→ **YOUR GOAL**
Type out the data again, word for word and in full.

++++ SOURCE MATERIAL

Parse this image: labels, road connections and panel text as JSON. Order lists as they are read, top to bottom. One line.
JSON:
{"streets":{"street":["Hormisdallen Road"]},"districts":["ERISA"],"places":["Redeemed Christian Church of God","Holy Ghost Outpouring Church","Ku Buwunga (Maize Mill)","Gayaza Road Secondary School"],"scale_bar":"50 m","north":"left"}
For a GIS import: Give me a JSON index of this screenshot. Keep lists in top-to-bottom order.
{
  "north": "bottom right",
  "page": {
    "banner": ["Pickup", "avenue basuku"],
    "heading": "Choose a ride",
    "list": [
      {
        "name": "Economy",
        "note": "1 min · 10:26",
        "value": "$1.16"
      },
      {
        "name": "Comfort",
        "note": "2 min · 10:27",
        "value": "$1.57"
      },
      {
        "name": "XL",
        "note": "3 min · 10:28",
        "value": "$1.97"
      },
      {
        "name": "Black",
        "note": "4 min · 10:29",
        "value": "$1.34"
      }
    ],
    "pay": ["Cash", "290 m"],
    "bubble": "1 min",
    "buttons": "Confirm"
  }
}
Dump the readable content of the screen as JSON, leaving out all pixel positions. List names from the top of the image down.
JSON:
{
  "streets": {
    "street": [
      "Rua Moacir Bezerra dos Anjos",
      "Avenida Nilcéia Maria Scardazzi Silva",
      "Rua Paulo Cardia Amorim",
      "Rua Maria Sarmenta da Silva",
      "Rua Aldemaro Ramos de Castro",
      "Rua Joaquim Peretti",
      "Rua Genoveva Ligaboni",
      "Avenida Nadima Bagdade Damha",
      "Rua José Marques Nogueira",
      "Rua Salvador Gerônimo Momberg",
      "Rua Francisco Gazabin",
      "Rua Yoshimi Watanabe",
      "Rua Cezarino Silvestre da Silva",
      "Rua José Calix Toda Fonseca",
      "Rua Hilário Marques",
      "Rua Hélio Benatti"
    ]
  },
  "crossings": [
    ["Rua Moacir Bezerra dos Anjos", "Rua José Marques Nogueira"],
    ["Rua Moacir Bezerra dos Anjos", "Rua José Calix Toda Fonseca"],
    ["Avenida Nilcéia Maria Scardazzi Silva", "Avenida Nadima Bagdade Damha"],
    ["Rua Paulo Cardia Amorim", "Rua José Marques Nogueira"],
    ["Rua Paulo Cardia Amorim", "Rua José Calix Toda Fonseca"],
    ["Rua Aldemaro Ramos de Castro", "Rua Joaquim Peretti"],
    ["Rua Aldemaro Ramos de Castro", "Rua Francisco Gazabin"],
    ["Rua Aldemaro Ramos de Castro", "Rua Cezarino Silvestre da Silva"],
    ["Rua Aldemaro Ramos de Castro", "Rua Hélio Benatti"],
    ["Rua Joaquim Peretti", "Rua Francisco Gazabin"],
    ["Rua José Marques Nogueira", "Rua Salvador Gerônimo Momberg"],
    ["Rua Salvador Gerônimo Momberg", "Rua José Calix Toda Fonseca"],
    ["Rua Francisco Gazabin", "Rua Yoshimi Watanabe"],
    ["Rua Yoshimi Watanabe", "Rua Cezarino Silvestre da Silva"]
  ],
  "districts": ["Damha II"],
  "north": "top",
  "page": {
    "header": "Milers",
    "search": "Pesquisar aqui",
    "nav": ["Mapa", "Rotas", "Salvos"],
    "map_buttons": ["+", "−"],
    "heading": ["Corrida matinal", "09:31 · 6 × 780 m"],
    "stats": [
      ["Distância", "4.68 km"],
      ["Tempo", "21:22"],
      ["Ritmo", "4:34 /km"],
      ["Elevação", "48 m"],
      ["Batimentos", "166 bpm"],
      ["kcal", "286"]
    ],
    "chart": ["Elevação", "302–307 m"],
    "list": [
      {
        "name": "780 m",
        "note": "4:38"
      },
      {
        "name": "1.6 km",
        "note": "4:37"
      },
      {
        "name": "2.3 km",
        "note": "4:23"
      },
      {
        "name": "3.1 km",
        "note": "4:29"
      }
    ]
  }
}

++++++++

→ **TASK SOLUTION**
Parse this image: labels, road connections and panel text as JSON. Order lists as they are read, top to bottom. One line.
JSON:
{"streets":{"street":["Hormisdallen Road"]},"districts":["ERISA"],"places":["Redeemed Christian Church of God","Holy Ghost Outpouring Church","Ku Buwunga (Maize Mill)","Gayaza Road Secondary School"],"scale_bar":"50 m","north":"left"}
For a GIS import: Give me a JSON index of this screenshot. Keep lists in top-to-bottom order.
{
  "north": "bottom right",
  "page": {
    "banner": ["Pickup", "avenue basuku"],
    "heading": "Choose a ride",
    "list": [
      {
        "name": "Economy",
        "note": "1 min · 10:26",
        "value": "$1.16"
      },
      {
        "name": "Comfort",
        "note": "2 min · 10:27",
        "value": "$1.57"
      },
      {
        "name": "XL",
        "note": "3 min · 10:28",
        "value": "$1.97"
      },
      {
        "name": "Black",
        "note": "4 min · 10:29",
        "value": "$1.34"
      }
    ],
    "pay": ["Cash", "290 m"],
    "bubble": "1 min",
    "buttons": "Confirm"
  }
}
Dump the readable content of the screen as JSON, leaving out all pixel positions. List names from the top of the image down.
JSON:
{
  "streets": {
    "street": [
      "Rua Moacir Bezerra dos Anjos",
      "Avenida Nilcéia Maria Scardazzi Silva",
      "Rua Paulo Cardia Amorim",
      "Rua Maria Sarmenta da Silva",
      "Rua Aldemaro Ramos de Castro",
      "Rua Joaquim Peretti",
      "Rua Genoveva Ligaboni",
      "Avenida Nadima Bagdade Damha",
      "Rua José Marques Nogueira",
      "Rua Salvador Gerônimo Momberg",
      "Rua Francisco Gazabin",
      "Rua Yoshimi Watanabe",
      "Rua Cezarino Silvestre da Silva",
      "Rua José Calix Toda Fonseca",
      "Rua Hilário Marques",
      "Rua Hélio Benatti"
    ]
  },
  "crossings": [
    ["Rua Moacir Bezerra dos Anjos", "Rua José Marques Nogueira"],
    ["Rua Moacir Bezerra dos Anjos", "Rua José Calix Toda Fonseca"],
    ["Avenida Nilcéia Maria Scardazzi Silva", "Avenida Nadima Bagdade Damha"],
    ["Rua Paulo Cardia Amorim", "Rua José Marques Nogueira"],
    ["Rua Paulo Cardia Amorim", "Rua José Calix Toda Fonseca"],
    ["Rua Aldemaro Ramos de Castro", "Rua Joaquim Peretti"],
    ["Rua Aldemaro Ramos de Castro", "Rua Francisco Gazabin"],
    ["Rua Aldemaro Ramos de Castro", "Rua Cezarino Silvestre da Silva"],
    ["Rua Aldemaro Ramos de Castro", "Rua Hélio Benatti"],
    ["Rua Joaquim Peretti", "Rua Francisco Gazabin"],
    ["Rua José Marques Nogueira", "Rua Salvador Gerônimo Momberg"],
    ["Rua Salvador Gerônimo Momberg", "Rua José Calix Toda Fonseca"],
    ["Rua Francisco Gazabin", "Rua Yoshimi Watanabe"],
    ["Rua Yoshimi Watanabe", "Rua Cezarino Silvestre da Silva"]
  ],
  "districts": ["Damha II"],
  "north": "top",
  "page": {
    "header": "Milers",
    "search": "Pesquisar aqui",
    "nav": ["Mapa", "Rotas", "Salvos"],
    "map_buttons": ["+", "−"],
    "heading": ["Corrida matinal", "09:31 · 6 × 780 m"],
    "stats": [
      ["Distância", "4.68 km"],
      ["Tempo", "21:22"],
      ["Ritmo", "4:34 /km"],
      ["Elevação", "48 m"],
      ["Batimentos", "166 bpm"],
      ["kcal", "286"]
    ],
    "chart": ["Elevação", "302–307 m"],
    "list": [
      {
        "name": "780 m",
        "note": "4:38"
      },
      {
        "name": "1.6 km",
        "note": "4:37"
      },
      {
        "name": "2.3 km",
        "note": "4:23"
      },
      {
        "name": "3.1 km",
        "note": "4:29"
      }
    ]
  }
}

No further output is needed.